Fatwa Centre issues Islamic wisdom 1,000 times a day
By the end of this week the number of religious edicts released this year through the Fatwa Centre at the General Authority of Islamic Affairs and Endowments is expected to exceed 350,000. Fatwas clarify what is permissible and what is not under Islamic law. Rym Ghazal reports
ABU DHABI // Body paints in the form of gold or regular henna, as well as make-up, are allowed as long as they are not permanent - in the form of a tattoo.
Half sisters are allowed to shake hands with their brothers, whether their mother is Christian or not, and napping in the afternoon is not desirable, as it takes time away from productivity.
These were among the religious edicts released this year through the Fatwa Centre at the General Authority of Islamic Affairs and Endowments (Awqaf). The final total is expected to exceed 350,000.
The rulings, which are published on Awqaf's website, were made available this month to a much wider audience when the centre launched the English-language version of its website.
The move came in response to growing interest in content published by the Islamic authority, particularly the fatwas themselves.
"This decision was based on the tremendous interest in the General Authority of Islamic Affairs and Endowments website, both locally and internationally, and to help non-Arabic website visitors benefit from our services," said Dr Mohammad Mattar al Kaabi, Awqaf's director general. "The fatwa centre is a true success."
The religious edicts are issued through the Abu Dhabi fatwa centre in response to people's questions about what is permissible under Sharia law. The questions are either submitted online, via text or over the phone.
Since opening in August of 2008, the fatwa centre has witnessed a steady increase in the number of fatwas issued, and there are plans to hire more muftis next year to accommodate the growing demand for answers. The call centre employs 50 scholars, the majority of whom are men, and it is in the process of doubling that figure.
According to Awqaf, by November 1 it had issued 298,277 fatwas since the start of the year, with most inquiries - 258,436 - made by phone. The centre was averaging almost 30,000 fatwas a month, or 1,000 a day.
The centre issued a total of 343,121 last year and 142,117 during the months it was open in 2008.

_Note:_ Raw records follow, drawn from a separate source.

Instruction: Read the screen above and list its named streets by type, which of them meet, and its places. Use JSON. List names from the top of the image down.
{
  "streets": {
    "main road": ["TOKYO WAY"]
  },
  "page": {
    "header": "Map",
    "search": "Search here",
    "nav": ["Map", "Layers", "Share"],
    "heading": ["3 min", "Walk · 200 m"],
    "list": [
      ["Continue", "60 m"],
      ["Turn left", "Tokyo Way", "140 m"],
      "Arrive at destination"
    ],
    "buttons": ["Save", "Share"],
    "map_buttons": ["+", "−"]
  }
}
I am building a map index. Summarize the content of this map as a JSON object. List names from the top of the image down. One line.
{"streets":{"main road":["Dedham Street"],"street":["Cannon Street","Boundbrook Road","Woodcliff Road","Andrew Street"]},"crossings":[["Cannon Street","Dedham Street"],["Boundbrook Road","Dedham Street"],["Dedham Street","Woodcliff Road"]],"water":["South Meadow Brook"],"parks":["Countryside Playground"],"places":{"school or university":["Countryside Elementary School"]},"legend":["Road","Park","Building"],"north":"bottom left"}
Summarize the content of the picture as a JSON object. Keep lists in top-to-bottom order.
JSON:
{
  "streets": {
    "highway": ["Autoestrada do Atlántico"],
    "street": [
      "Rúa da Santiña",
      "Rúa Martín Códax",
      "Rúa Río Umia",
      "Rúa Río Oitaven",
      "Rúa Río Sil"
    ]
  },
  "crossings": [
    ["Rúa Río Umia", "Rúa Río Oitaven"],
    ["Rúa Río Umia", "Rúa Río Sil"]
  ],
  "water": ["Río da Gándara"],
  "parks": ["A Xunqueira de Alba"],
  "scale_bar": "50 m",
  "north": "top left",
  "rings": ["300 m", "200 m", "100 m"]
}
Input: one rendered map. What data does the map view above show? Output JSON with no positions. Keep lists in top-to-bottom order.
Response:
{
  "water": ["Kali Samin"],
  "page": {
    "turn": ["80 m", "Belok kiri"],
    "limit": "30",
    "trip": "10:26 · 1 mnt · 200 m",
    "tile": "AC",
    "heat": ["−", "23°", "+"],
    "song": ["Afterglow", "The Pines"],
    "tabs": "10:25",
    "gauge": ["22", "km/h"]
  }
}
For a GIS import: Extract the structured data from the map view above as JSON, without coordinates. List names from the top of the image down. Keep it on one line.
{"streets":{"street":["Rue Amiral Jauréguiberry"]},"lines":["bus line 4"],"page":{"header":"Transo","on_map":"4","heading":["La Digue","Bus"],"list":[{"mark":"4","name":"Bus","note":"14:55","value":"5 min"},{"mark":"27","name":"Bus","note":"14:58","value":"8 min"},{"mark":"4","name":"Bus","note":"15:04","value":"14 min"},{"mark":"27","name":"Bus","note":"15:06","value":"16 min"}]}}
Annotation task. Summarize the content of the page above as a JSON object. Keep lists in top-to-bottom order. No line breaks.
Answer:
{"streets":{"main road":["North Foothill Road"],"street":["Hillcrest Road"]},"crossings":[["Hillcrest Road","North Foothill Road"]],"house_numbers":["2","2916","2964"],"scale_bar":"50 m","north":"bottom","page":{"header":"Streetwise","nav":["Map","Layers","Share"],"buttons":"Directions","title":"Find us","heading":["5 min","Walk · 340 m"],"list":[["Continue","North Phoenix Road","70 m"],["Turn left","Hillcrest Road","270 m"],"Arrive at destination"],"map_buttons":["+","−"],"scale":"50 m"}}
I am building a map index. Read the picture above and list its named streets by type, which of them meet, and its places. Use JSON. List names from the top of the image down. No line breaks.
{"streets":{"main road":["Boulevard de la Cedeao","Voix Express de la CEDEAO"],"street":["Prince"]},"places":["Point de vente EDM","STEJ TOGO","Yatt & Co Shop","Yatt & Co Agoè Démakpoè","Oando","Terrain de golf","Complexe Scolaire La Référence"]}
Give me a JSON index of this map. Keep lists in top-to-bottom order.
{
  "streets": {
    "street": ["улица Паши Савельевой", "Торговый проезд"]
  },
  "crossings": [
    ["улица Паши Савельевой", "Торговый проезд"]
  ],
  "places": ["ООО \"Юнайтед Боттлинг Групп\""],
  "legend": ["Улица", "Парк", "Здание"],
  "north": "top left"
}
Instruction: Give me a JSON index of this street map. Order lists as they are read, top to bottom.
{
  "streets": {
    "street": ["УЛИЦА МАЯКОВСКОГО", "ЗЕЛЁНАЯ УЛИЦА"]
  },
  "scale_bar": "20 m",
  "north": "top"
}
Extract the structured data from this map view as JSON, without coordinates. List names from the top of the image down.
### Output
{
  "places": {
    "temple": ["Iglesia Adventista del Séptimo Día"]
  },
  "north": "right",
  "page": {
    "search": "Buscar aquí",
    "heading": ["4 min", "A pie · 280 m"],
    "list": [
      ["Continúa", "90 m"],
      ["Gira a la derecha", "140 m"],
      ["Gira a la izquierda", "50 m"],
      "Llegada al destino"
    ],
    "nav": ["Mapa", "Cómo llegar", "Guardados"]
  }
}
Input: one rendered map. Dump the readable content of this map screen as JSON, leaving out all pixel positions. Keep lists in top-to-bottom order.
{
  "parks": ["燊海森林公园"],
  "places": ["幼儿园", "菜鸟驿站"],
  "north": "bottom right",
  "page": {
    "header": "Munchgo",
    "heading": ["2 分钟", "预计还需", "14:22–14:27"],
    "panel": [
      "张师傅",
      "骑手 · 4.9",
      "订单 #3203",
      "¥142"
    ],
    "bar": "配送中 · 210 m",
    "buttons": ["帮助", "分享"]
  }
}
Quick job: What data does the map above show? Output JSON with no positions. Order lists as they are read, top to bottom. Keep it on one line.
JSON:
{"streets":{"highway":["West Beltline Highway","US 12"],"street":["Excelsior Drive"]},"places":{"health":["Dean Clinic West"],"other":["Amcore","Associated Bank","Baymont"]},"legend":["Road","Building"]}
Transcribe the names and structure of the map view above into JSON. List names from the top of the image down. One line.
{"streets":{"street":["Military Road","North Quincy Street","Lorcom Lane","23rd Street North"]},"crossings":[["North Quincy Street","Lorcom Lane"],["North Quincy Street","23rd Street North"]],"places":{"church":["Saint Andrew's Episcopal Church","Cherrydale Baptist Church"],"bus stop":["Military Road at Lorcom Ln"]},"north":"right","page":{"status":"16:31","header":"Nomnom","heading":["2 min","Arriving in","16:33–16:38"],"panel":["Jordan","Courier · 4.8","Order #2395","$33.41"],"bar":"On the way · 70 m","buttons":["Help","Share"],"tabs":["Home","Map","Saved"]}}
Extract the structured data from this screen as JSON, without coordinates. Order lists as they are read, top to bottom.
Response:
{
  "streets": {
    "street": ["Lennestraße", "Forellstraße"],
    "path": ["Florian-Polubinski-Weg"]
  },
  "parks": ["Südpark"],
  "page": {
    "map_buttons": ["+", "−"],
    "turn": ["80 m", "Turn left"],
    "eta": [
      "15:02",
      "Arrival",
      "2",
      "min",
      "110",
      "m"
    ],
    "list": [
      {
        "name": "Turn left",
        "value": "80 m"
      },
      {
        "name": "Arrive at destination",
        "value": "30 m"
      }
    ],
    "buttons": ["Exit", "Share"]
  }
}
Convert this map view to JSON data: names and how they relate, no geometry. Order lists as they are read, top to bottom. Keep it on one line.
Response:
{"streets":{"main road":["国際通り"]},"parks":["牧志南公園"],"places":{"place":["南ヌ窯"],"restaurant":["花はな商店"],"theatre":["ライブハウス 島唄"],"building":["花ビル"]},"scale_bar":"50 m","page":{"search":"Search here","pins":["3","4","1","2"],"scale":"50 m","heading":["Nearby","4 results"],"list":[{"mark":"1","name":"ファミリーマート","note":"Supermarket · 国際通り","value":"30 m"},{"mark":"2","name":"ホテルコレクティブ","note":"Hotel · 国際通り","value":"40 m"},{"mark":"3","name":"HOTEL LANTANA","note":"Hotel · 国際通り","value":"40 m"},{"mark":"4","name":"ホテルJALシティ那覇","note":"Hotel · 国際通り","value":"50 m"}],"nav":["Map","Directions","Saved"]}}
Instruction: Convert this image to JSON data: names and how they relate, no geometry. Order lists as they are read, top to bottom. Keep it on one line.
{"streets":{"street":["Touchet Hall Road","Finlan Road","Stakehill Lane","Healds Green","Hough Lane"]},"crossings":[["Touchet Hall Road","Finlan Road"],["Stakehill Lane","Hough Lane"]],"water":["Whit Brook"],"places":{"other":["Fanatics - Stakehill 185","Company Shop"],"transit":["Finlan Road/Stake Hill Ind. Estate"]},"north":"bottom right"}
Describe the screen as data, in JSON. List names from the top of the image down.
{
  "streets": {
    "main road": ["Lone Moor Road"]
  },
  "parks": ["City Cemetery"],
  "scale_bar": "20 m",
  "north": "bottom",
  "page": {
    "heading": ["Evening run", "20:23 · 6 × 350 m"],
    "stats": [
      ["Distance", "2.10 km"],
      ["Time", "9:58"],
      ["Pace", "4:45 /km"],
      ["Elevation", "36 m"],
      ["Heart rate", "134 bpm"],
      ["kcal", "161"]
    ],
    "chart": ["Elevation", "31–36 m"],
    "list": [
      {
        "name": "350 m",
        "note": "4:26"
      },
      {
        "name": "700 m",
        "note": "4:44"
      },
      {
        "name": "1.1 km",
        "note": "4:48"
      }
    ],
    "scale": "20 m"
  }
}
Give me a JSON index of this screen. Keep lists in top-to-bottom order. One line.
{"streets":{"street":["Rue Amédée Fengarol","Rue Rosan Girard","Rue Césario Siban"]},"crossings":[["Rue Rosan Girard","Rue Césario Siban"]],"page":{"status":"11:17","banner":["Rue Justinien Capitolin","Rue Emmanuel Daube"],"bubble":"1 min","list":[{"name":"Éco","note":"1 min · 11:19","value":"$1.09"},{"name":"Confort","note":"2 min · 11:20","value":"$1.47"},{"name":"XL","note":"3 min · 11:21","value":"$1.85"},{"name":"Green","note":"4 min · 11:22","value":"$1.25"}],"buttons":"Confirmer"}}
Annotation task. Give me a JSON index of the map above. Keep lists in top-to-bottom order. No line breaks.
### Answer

In a statement released in September, Awqaf predicted that the centre might end up issuing a total of a million fatwas since its opening - but it appears it will be several more months before it will reach that goal.
The most common questions address confusion over the specifics of worship, whether it is how to conduct certain prayers or specific queries related to Zakat and Haj.
One fatwa called on worshippers to always "be clean" when heading to the mosque and to avoid eating garlic right before as the smell "offends" those trying to pray.
Watching TV channels or checking websites that instigate hate or division should also be avoided.
One fatwa clarified the status of car raffles, which are conducted at many of the country's major malls, stating: "It is not permissible to buy a coupon of a specific amount for the purpose of entry in a draw for a car, because it is ambiguous and a kind of gambling."
Others govern behaviour in public places, indicating it is OK to eat dates from palm trees growing in public areas as long as no harm is caused to the tree itself.
One fatwa provided a reminder that it is not legal to kill a "noisy" donkey, animal or bird, no matter how loud or inconvenient its utterances may be.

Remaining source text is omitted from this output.